Work request: Please report each line of the data below that contains "path".

Data extracts:
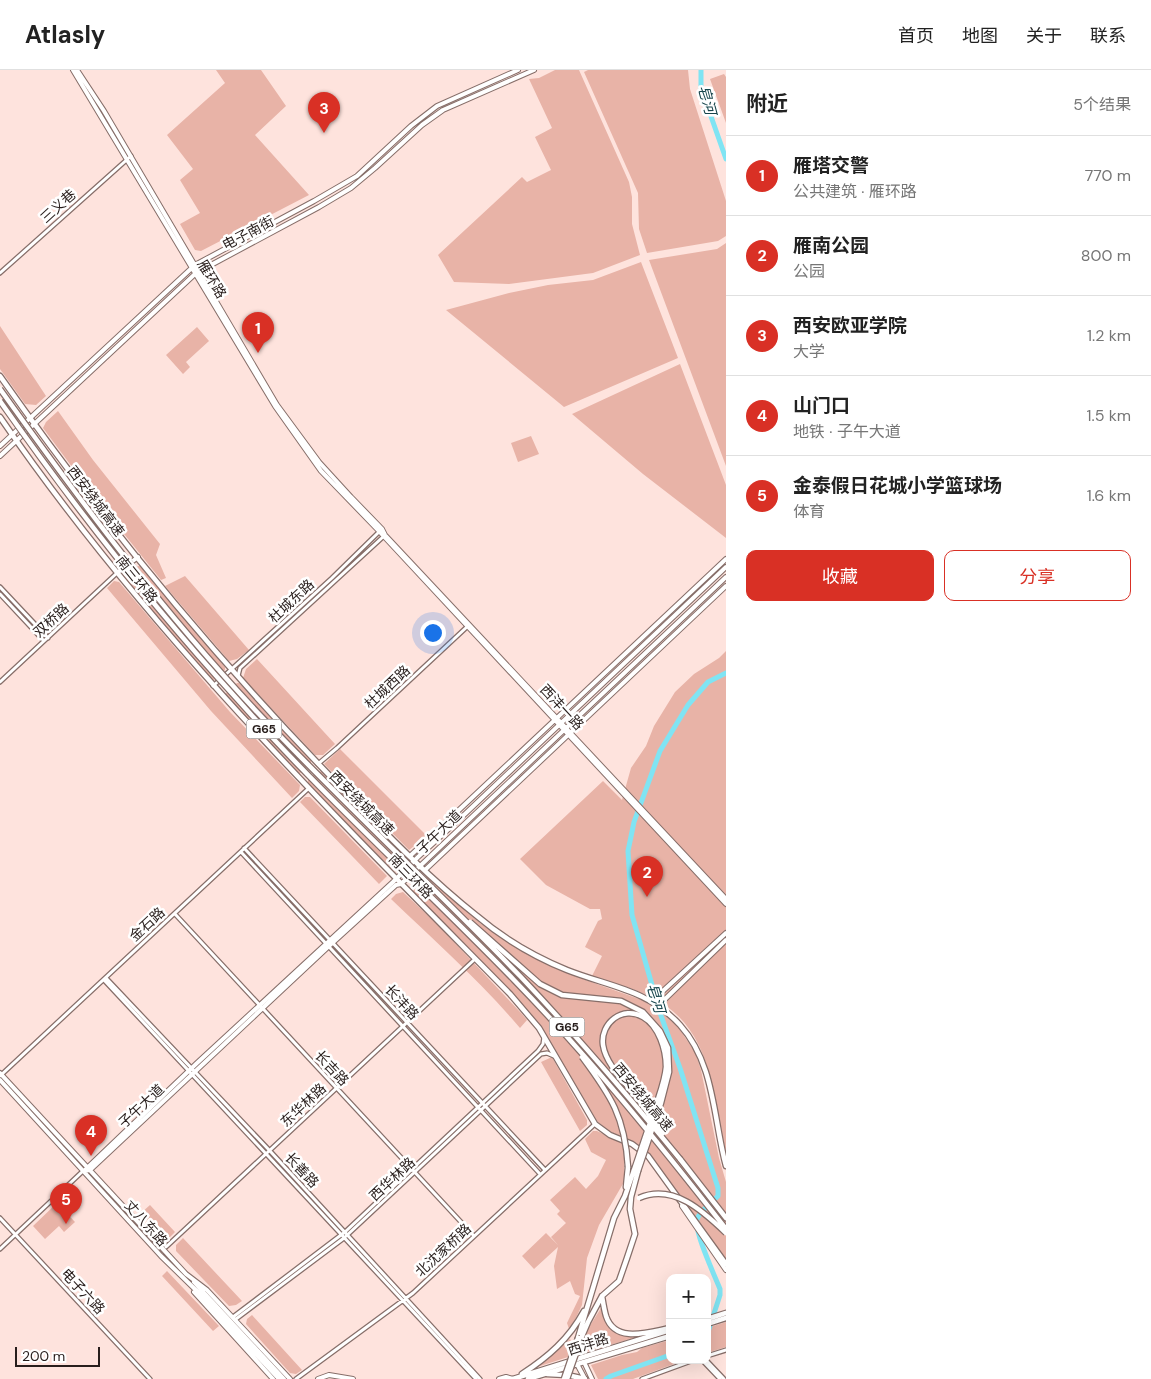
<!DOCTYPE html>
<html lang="zh">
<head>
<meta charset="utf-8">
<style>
	body { margin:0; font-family:"DM Sans","Noto Sans SC",sans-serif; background:#f2f2f2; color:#222 }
	.controls { position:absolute; right:15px; bottom:15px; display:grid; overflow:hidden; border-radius:10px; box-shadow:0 5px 20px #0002 }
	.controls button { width:45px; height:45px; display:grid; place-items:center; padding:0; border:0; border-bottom:1px solid #e0e0e0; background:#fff; color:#222; font:25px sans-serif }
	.scale { position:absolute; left:15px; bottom:12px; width:85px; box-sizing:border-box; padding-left:5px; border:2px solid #281e1c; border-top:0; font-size:14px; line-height:18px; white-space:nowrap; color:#281e1c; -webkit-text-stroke:4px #fff; paint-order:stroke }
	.you { position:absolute; left:432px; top:562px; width:18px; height:18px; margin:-12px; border:4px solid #fff; border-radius:50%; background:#1a73e8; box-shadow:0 0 0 8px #1a73e833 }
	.badge { display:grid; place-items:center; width:32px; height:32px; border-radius:50%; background:#d93025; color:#fff; font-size:16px; font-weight:700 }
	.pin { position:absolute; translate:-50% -41px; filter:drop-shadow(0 1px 2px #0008) }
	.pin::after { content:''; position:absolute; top:26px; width:18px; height:15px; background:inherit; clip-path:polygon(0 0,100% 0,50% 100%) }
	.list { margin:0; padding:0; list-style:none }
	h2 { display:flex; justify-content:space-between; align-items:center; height:65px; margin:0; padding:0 20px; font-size:21px }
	h2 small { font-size:16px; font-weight:400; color:#767676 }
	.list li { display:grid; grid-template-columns:32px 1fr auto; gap:15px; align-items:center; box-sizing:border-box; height:80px; padding:0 20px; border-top:1px solid #e0e0e0 }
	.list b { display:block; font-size:19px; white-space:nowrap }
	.list p { margin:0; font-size:16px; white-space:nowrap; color:#767676 }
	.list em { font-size:16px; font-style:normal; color:#767676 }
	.actions { display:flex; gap:10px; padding:15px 20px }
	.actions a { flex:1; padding:11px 0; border:1px solid #d93025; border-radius:10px; text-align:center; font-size:18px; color:#d93025 }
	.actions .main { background:#d93025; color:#fff }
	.map { position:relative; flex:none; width:726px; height:1309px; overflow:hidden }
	header { display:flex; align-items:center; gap:30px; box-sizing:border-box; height:70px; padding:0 25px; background:#fff; border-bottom:1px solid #e0e0e0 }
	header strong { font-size:24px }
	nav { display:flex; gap:28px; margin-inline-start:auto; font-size:18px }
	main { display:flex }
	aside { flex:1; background:#fff }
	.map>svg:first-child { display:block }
	.green { fill:#e8b3a7 }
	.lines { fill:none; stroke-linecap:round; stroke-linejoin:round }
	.river { stroke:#80e4f3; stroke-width:5 }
	.minor-casing { stroke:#866e69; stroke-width:5.5 }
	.major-casing { stroke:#866e69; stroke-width:6 }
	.highway-casing { stroke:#866e69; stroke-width:7 }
	.minor { stroke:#fff; stroke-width:3 }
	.major { stroke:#fff; stroke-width:4 }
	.highway { stroke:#fff; stroke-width:4.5 }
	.highway-bridge-casing { stroke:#866e69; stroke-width:7; stroke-linecap:butt }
	.highway-bridge { stroke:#fff; stroke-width:4.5 }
	.labels { text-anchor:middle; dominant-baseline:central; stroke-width:5; stroke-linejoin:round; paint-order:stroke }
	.shield { fill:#fff; stroke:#686260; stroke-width:1 }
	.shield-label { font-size:12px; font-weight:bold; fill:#281e1c }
	.street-label { font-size:14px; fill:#281e1c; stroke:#fff }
	.water-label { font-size:15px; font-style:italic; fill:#17454c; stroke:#fff }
</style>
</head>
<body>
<header>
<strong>Atlasly</strong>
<nav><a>首页</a><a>地图</a><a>关于</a><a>联系</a></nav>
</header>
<main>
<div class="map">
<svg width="726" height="1309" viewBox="0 0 726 1309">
	<rect width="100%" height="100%" fill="#fee3dd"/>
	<path class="green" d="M 216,0 L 261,0 L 286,36 L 255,65 L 309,125 L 201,181 L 195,180 L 180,154 L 200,143 L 180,110 L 193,99 L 167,65 L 225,13 Z
		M 555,0 L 579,0 L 629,112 L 632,127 L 632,154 L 640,185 L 593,203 L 509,214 L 454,212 L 438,185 L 522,107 L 527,112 L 551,100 L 535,67 L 552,58 L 529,9 L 539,8 Z
		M 588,0 L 688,0 L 690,19 L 726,131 L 726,166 L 718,171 L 647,183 L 639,159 L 638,123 L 584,2 Z
		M 724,4 L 726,7 L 726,53 L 710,9 Z
		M 726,173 L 726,396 L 649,190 L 717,179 Z
		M 641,192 L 678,288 L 564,337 L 446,240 L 509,223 L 548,215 L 593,210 Z
		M 0,256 L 46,326 L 36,335 L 25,334 L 0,299 Z
		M 197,257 L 209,271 L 186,292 L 190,297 L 183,304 L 166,285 Z
		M 680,294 L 726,415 L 726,468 L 643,404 L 572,344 Z
		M 58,341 L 93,390 L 160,474 L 156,485 L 166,508 L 161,510 L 96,429 L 43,358 L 46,352 Z
		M 531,366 L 539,384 L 518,392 L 511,373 Z
		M 138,496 L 142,496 L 225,597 L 225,600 L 214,610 L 209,608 L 125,509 L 126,504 Z
		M 185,506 L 249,580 L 237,589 L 229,591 L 165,516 Z
		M 114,511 L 119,512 L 230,642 L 300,715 L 299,721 L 292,728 L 211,641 L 107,518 Z
		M 726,581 L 726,1082 C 711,1021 713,955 647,925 C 629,917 610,912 592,906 L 602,886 L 585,877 L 598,851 L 602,849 L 600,839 L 590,839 L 546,815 L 520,789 L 603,711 L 622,730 L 631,698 L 646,676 L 654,656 L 675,622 L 694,604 L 719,588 Z
		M 257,589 L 335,674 L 323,685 L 315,685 L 243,608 L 246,599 Z
		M 237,613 L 239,613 L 311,690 L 311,693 L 298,705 L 224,625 Z
		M 340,679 L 427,766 L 409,780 L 324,694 Z
		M 317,701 L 322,702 L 401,782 L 402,786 L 391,796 L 388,795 L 308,714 L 308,710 Z
		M 305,727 L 310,727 L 387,806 L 379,814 L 300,732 Z
		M 427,806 L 480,853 L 525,883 L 577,907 L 642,930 L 664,944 L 678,957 L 695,982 L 701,1000 L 719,1088 L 726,1112 L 726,1190 L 647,1081 L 630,1070 L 609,1061 L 597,1051 L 551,973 L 540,957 L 508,919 L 412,822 Z
		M 403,822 L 438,855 L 522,944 L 527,950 L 520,958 C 481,912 435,871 391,829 L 396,824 Z
		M 552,987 L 587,1050 L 587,1055 L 580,1061 L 541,992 Z
		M 593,1061 L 597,1061 L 624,1074 L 624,1112 L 599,1155 L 587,1188 L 582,1235 L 574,1252 L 569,1259 L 567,1253 L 580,1226 L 575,1224 L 570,1211 L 557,1219 L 554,1196 L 558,1177 L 534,1199 L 522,1186 L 546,1163 L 558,1175 L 551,1167 L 566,1153 L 557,1144 L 560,1141 L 550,1130 L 575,1107 L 586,1119 L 598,1106 L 606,1090 L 591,1082 L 585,1069 Z
		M 57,1133 L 75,1152 L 64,1162 L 59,1156 L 45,1169 L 33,1156 Z
		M 150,1135 L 175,1162 L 170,1167 L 163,1167 L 141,1143 Z
		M 183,1168 L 242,1231 L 236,1235 L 229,1236 L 176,1181 L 176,1175 Z
		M 167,1201 L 219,1256 L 213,1261 L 162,1206 Z
		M 601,1238 C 607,1259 617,1265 638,1267 L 582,1283 L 580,1281 L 586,1262 Z
		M 252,1245 L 302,1300 L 296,1304 L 290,1303 L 246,1254 L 247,1249 Z
		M 726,1252 L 726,1277 L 707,1283 L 707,1258 Z
		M 570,1269 L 573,1275 L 568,1287 L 537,1297 Z
		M 670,1270 L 670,1290 L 685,1290 L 633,1309 L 598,1309 L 591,1295 L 622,1285 L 637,1282 L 642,1278 Z"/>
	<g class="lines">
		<path class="river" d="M 701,0 L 701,18 L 726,89
			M 707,1265 L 720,1225 L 720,1219 C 714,1204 694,1162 697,1149 C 700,1141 712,1132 718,1126 L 718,1118 L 680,998 L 660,943 L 632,845 L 628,781 L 634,752 L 660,681 L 688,635 L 708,612 L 726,603
			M 606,1309 L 611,1306 L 670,1285"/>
		<g class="minor-casing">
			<path id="minor" d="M 0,203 L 131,86
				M 0,517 L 48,568
				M 0,524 L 44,571
				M 238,606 L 240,598 L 384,466
				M 0,612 L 117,503
				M 213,616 L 332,508 L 380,461
				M 318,694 L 337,678 L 469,555
				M 244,778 L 545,1100
				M 241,782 L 540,1104
				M 175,844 L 474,1166
				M 106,908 L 270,1081 L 480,1309
				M 104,910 L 476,1309
				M 0,1006 L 308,719
				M 0,1148 L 150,1309
				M 166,1177 L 475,889
				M 0,1179 L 83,1101
				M 233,1247 L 345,1162 L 538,981 L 543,974 L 544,967
				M 236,1249 L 344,1168 L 541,984 L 547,983 L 554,986
				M 707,1286 L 726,1280
				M 702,1290 L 720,1309
				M 706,1290 L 724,1309
				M 296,1309 L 413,1223 L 595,1054
				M 642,1309 L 694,1290"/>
		</g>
		<g class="major-casing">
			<path id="major" d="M 73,0 L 275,336 L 321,401 L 379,461 L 726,834
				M 77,0 L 104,41 L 277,335 L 319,392 L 351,427 L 382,459 L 385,465 L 726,829
				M 0,376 L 195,195 L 314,131 L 357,106 L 411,56 L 437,36 L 518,0
				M 0,386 L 196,203 L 319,137 L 351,118 L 375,98 L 422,55 L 443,40 L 534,0
				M 117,503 L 138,487
				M 410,786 L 726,489
				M 425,800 L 726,516
				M 652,931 L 726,863
				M 659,935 L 726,870
				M 0,1003 L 186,1204 L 207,1220 L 290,1309
				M 0,1010 L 161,1186 L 203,1227 L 279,1309
				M 84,1101 L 196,994 L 393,812 L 418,787 L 466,743 L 726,497
				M 84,1101 L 90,1100 L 329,876 L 396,815 L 401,814 L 726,507
				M 682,1136 L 726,1200
				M 194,1212 L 284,1309
				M 194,1222 L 273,1309
				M 584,1292 L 592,1309
				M 577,1294 L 585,1309
				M 318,1309 L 329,1305 L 353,1309
				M 499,1309 L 506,1307 L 513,1309"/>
		</g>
		<g class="highway-casing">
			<path id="highway" d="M 0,306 C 100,448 212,584 332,708 C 379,756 425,805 477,846 C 504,869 535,887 567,900 C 610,917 647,919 680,955 C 715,994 713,1048 726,1096
				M 0,347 C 146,560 330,741 510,924 L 539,958 L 595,1054 L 610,1065 L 632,1074 L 648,1086 L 726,1194
				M 680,1089 L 726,1148
				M 626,1117 L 628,1097
				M 602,1226 C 603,1232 604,1239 606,1246 C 615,1274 649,1262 670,1258
				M 707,1249 L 726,1243
				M 707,1254 L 726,1248
				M 582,1266 L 588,1252 L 602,1226 L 619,1211 L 627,1188 L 635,1164 L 630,1139 L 631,1127 L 638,1101
				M 578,1268 L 614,1148 L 625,1126 L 634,1100
				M 522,1304 C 548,1287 569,1269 584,1241
				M 547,1304 L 567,1305 L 585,1309
				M 513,1309 L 670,1260
				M 528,1309 L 670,1266"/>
		</g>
		<use href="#minor" class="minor"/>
		<use href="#major" class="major"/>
		<use href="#highway" class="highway"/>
		<g class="highway-bridge-casing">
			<path id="highway-bridge" d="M 0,319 C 80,431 163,542 258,643 C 343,733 434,817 520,906 C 576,965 629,1027 680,1089
				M 0,331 C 73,435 152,536 238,630 C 325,728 423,816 514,910 C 590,988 659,1073 726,1159
				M 470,852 L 540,914 L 562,925 L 621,931 L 643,942 L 660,961 L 668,978 L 669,1002 L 661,1033 L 638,1101
				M 582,987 C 611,1026 625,1047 628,1097
				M 634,1100 C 641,1079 648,1059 655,1038 C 659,1025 665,1011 666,997 C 666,980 659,956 643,947 C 623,935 600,953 603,975 C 606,995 626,1013 638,1029 C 646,1040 654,1052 662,1064
				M 639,1128 C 673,1113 703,1141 726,1163
				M 564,1309 L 578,1268
				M 567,1309 L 582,1266"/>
		</g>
		<use href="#highway-bridge" class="highway-bridge"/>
	</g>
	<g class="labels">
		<g class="shield">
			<rect x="246.5" y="649.5" width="35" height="19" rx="4"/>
			<rect x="549.5" y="947.5" width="35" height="19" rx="4"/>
		</g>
		<g class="shield-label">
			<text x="264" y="659">G65</text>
			<text x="567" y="957">G65</text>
		</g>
		<g class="street-label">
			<text transform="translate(58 136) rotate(-42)">三义巷</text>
			<text transform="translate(248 163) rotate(-28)">电子南街</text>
			<text transform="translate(212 209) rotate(59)">雁环路</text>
			<text transform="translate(96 431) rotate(53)">西安绕城高速</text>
			<text transform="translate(137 509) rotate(51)">南三环路</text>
			<text transform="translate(291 531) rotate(-43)">杜城东路</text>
			<text transform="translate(51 550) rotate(-43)">双桥路</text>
			<text transform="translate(387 617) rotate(-43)">杜城西路</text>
			<text transform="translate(562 637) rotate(47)">西沣一路</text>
			<text transform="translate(362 733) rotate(45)">西安绕城高速</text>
			<text transform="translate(439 762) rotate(-44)">子午大道</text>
			<text transform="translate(411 806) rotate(46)">南三环路</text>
			<text transform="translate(147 854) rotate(-43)">金石路</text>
			<text transform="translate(402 932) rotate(47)">长沣路</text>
			<text transform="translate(332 998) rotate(47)">长吉路</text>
			<text transform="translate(643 1027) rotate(50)">西安绕城高速</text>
			<text transform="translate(303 1035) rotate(-43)">东华林路</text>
			<text transform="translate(141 1036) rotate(-43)">子午大道</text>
			<text transform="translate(302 1100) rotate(47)">长善路</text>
			<text transform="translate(392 1109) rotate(-43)">西华林路</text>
			<text transform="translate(146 1153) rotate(48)">丈八东路</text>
			<text transform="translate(443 1180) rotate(-43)">北沈家桥路</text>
			<text transform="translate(83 1221) rotate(47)">电子六路</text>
			<text transform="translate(588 1274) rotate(-18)">西沣路</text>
		</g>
		<g class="water-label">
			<text transform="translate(707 30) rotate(75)">皂河</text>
			<text transform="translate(656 928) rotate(74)">皂河</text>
		</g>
	</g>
</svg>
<div class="controls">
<button>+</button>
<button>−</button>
</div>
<div class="scale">200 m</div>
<div class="you"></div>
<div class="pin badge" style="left:258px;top:283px">1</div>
<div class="pin badge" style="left:647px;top:827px">2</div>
<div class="pin badge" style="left:324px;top:63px">3</div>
<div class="pin badge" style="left:91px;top:1086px">4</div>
<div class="pin badge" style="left:66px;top:1154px">5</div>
</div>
<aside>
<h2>附近<small>5个结果</small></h2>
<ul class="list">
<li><span class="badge">1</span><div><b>雁塔交警</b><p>公共建筑 · 雁环路</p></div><em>770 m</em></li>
<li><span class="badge">2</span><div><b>雁南公园</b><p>公园</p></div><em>800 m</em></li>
<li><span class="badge">3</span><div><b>西安欧亚学院</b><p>大学</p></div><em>1.2 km</em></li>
<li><span class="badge">4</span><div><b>山门口</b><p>地铁 · 子午大道</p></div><em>1.5 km</em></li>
<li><span class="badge">5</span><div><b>金泰假日花城小学篮球场</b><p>体育</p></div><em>1.6 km</em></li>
</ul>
<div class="actions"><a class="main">收藏</a><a>分享</a></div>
</aside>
</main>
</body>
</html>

Problem solution:
	.pin::after { content:''; position:absolute; top:26px; width:18px; height:15px; background:inherit; clip-path:polygon(0 0,100% 0,50% 100%) }
	<path class="green" d="M 216,0 L 261,0 L 286,36 L 255,65 L 309,125 L 201,181 L 195,180 L 180,154 L 200,143 L 180,110 L 193,99 L 167,65 L 225,13 Z
		<path class="river" d="M 701,0 L 701,18 L 726,89
			<path id="minor" d="M 0,203 L 131,86
			<path id="major" d="M 73,0 L 275,336 L 321,401 L 379,461 L 726,834
			<path id="highway" d="M 0,306 C 100,448 212,584 332,708 C 379,756 425,805 477,846 C 504,869 535,887 567,900 C 610,917 647,919 680,955 C 715,994 713,1048 726,1096
			<path id="highway-bridge" d="M 0,319 C 80,431 163,542 258,643 C 343,733 434,817 520,906 C 576,965 629,1027 680,1089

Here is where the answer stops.